For someone like Thomas, who had always had a particular horror of death, attending the funeral of someone close to his own age came with a shameful sense of relief.
The Grim Reaper had swung his scythe, after all, and had missed Thomas, who had always felt so singularly marked for it. Surely some time would have to pass now before he tried again.
There was no real sense in it, of course. Death was tireless. It cared as little for mourning periods as it did for age, success, poetry, and all the other bulwarks humanity tried to erect against it. But it felt, at least for an afternoon sitting in an uncomfortable pew, as if the great judgment had come and gone.
The face smiling up at him from the paper pamphlet he held, a picture of muddy newsprint quality, was older and thicker, wryer and ruddier than he had last seen it alive. He and the deceased had been close friends in university, but not so close that they had tried very hard not to drift apart afterwards. Life, indifferent as death in its own way, had taken them their own ways – only when he’d heard about Gregory’s tragic and decisively fatal motor accident had he found out the man had gone against all his confident declarations of a great life to come and had settled only a few blocks from the university to become an accountant.

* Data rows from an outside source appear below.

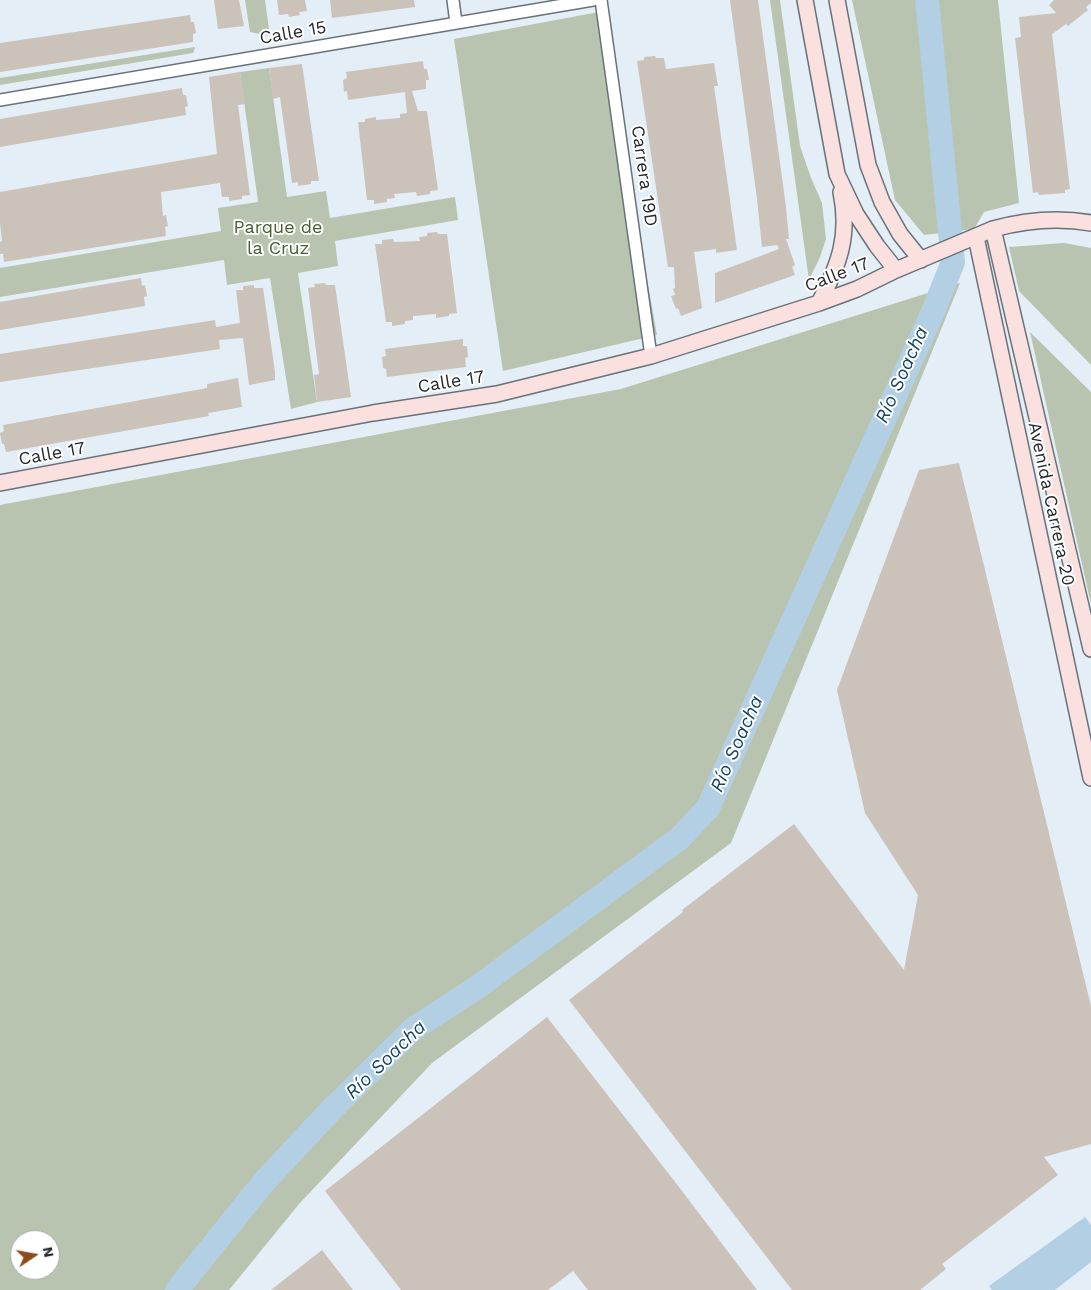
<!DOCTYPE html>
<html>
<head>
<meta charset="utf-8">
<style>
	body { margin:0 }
	#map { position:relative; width:1091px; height:1290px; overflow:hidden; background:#e4eef7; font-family:"Work Sans",sans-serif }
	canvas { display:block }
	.north { position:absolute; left:10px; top:1230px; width:50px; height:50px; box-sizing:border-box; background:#fff; border:1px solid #a8a9ab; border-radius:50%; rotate:78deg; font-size:14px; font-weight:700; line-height:20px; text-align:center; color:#25292c }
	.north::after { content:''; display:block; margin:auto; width:18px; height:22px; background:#8e4c1a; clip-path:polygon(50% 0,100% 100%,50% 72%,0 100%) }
</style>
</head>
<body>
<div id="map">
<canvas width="1091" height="1290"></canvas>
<div class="north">N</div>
</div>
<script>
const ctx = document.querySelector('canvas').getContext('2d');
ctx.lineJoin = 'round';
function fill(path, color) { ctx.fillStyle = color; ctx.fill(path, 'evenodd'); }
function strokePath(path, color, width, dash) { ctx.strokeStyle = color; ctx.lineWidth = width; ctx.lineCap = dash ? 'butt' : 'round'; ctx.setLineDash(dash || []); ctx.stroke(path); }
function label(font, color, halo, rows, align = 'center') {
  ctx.font = font + ' "Work Sans",sans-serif'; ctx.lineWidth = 4; ctx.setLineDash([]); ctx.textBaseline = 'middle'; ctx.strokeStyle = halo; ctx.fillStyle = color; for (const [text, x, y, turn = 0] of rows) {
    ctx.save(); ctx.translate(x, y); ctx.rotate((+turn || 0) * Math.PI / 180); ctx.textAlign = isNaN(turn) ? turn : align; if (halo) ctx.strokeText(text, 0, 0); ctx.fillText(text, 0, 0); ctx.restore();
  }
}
const green = new Path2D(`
	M245 0H265L270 36 250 32Z
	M770 0H780L800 146 811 178 822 203 826 239 820 257 809 280Z
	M852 0H998L1019 203 984 212 974 229 924 235 895 200Z
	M599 12 657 335 503 371 454 39Z
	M195 47 193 53 0 85V78Z
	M269 68 287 197 326 191 330 218 455 197 458 220 335 241 338 266 298 273 317 402 291 409 270 278 227 285 224 260 0 297V268L221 231 218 208 258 202 240 72Z
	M1064 243 1091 248V365L1019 291 1009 247Z
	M960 283 731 843 432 1063 299 1204 229 1290H0V505L621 389ZM20 1240H50V1270H20Z
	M1030 332 1091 392V604Z`);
const water = new Path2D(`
	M1085 1217 1091 1225V1262L1055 1290H992L989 1286Z`);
const river = new Path2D(`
	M177 1290 263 1183 330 1111 413 1029 479 986 680 838 708 808 932 314 953 262 927 0`);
const building = new Path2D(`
	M214 0H239L244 26 218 29Z
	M277 0H305L307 11 299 12 300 15 289 17 288 14 279 15Z
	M330 0H414L415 7 332 18Z
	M730 0H758L786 207 789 239H786L795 265 792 267 795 275 715 303V273L779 249 777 245 762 247 757 199Z
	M1054 0H1091V3L1086 7 1088 10 1068 26 1066 24 1052 34 1070 189 1065 190V193L1039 195 1038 192 1033 193 1015 38 1021 37 1019 17 1056 13 1049 5Z
	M190 15 191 22H194L196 33 193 34V42L0 72V43Z
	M655 56 656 58H664L666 69 714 63 718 86H714L737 250 716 253V249L694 252 702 308 681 316 678 308 676 309 671 296 675 295 673 289 675 288 674 267H668L637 61 644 60V57Z
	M423 61 424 69H427L429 80H426V89L412 91 418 111H427L438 190 430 191V194L417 196 416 192 394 194 395 198 387 199V202L374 204V200H367L358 122H365V119L376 117V120L400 118V114L407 113 405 92 348 100 347 91 344 92 343 80 347 78 346 72Z
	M302 64 319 181H311V184L298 186V182L292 183 280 97 273 99 269 68Z
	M240 72 245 104 238 105 250 195 242 196V199L229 201V197H222L220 183 161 192 163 216 166 215 168 226 165 227 166 236 4 262 3 254H0V242L2 241 0 223V192L217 154 209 77Z
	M182 88 183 95H186L188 106 185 107 186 115 0 147V119Z
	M437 232 438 234H447L457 313 449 314V316L436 318V314L413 316V320L405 321V324L392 326V322H386L375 244H382V240L393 239 394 242 420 241 419 237 427 236V233Z
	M141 278 142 286 145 285 147 296 144 297 145 306 0 330V302Z
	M325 283 326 285H335L351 397 317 402 314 375 319 374 308 288 315 287 314 284Z
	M254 285V288H263L275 372V380L249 385 243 338 219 340 220 349 0 382V354L215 320 216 327 240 323 236 290H243V286Z
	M463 339V346H467L468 357 465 358 466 367 387 377 386 369 383 368 382 357 386 356 385 349Z
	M238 378 242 407 208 413 209 416 6 452 4 444H2L0 433 4 431 3 425 207 388V384Z
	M959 463 1091 1006V1144L1044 1157 1058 1175 942 1264 946 1269 920 1290H792L569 1000 683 912 682 910 794 824 904 970 918 895 865 813 837 690 919 470Z
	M547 1017 679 1187 757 1290H588L573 1271 548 1290H401L325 1191Z
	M322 1250 353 1290H271Z`);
const street = new Path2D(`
	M453 0 456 23
	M601 0 651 356
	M0 100 593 0`);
const secondary = new Path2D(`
	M805 0 837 174 856 214 877 246 896 270
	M837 0 868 165 882 202 900 234 921 260
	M993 229 1091 649
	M976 237 1091 778
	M819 303C839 265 850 236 841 192
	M0 483 373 413 497 394 651 356 819 303 857 289 896 270 993 229C1026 220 1057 217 1091 223`);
const streetNames = [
	["Calle 15",293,33,-10],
	["Carrera 19D",644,176,82],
	["Calle 17",837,275,-21],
	["Calle 17",451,382,-9],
	["Calle 17",52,454,-10],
	["Avenida Carrera 20",1051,504,78]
];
const parkNames = [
	["Parque de",278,228],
	["la Cruz",278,249]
];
const waterNames = [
	["Río Soacha",902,375,-66],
	["Río Soacha",737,744,-66],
	["Río Soacha",386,1060,-44]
];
fill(green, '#b8c4af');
fill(water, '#b3cfe3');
strokePath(river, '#b3cfe3', 24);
fill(building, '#cbc2ba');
strokePath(street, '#697279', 14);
strokePath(secondary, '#697279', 18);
strokePath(street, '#fff', 11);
strokePath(secondary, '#fae0de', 15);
label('18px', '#25292c', '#fff', streetNames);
label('18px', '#475e33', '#fff', parkNames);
label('italic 19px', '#144562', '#fff', waterNames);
</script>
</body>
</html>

Only a few of the pews were filled. Old Greg, it seemed, had been a stalwart bachelor and solitary soul, and even fewer of those who braved the podium had anything of real substance to say about him.
Thomas’s guilty relief soured as they mumbled through their eulogies. It was all that horrified him about sudden death – the idea of stuttering out as just a half-finished story no one cared to make sense of. Of everything important to him being sold or thrown out, rendered silly and pathetic without his perspective to elevate it. Greg had collected stamps, it seemed.
He left in his new sour mood as soon as propriety would allow. Even if he’d had the sentimental right to stand by the graveside, he had no desire to watch the most important part of Greg, rendered nothing but hazardous waste by a simple brake failure on a winding road, disposed of while everyone stood around and tried to think of the whole thing as holy.
He flinched at every revving engine and wail of a horn on his way home. It could happen to anyone. It could happen to him at any time. His apartment was no protection, not really, not from cancers or aneurysms or slips in the bathtub, but it shut out at least some of the most violent and immediate threats. He locked and bolted the door behind him, and noticed only then the crinkle of paper he had been heedlessly treading on.
He frowned down at the envelope someone must have slid under his door. Most of his mail went to the little box downstairs, labelled 2B to distinguish it from the honeycomb of others, so this must have been something delivered by hand instead of sent through the post. He stooped to pick it up, and his fingers turned cold and nerveless an inch before they could touch it.
There was only a name scrawled on the back of it. His name, but not a way he ever spelled it. There was only one person in the world who, in reference to an old film that Thomas’s mind fumbled and failed now to put a name to, had ever called him ‘Tommie’.
One old friend in university. Only ever Greg. Though he stood with his back to a locked and bolted door, a dozen comfortable blocks away from where the man whose handwriting marked the envelope was being buried, death suddenly seemed very close indeed.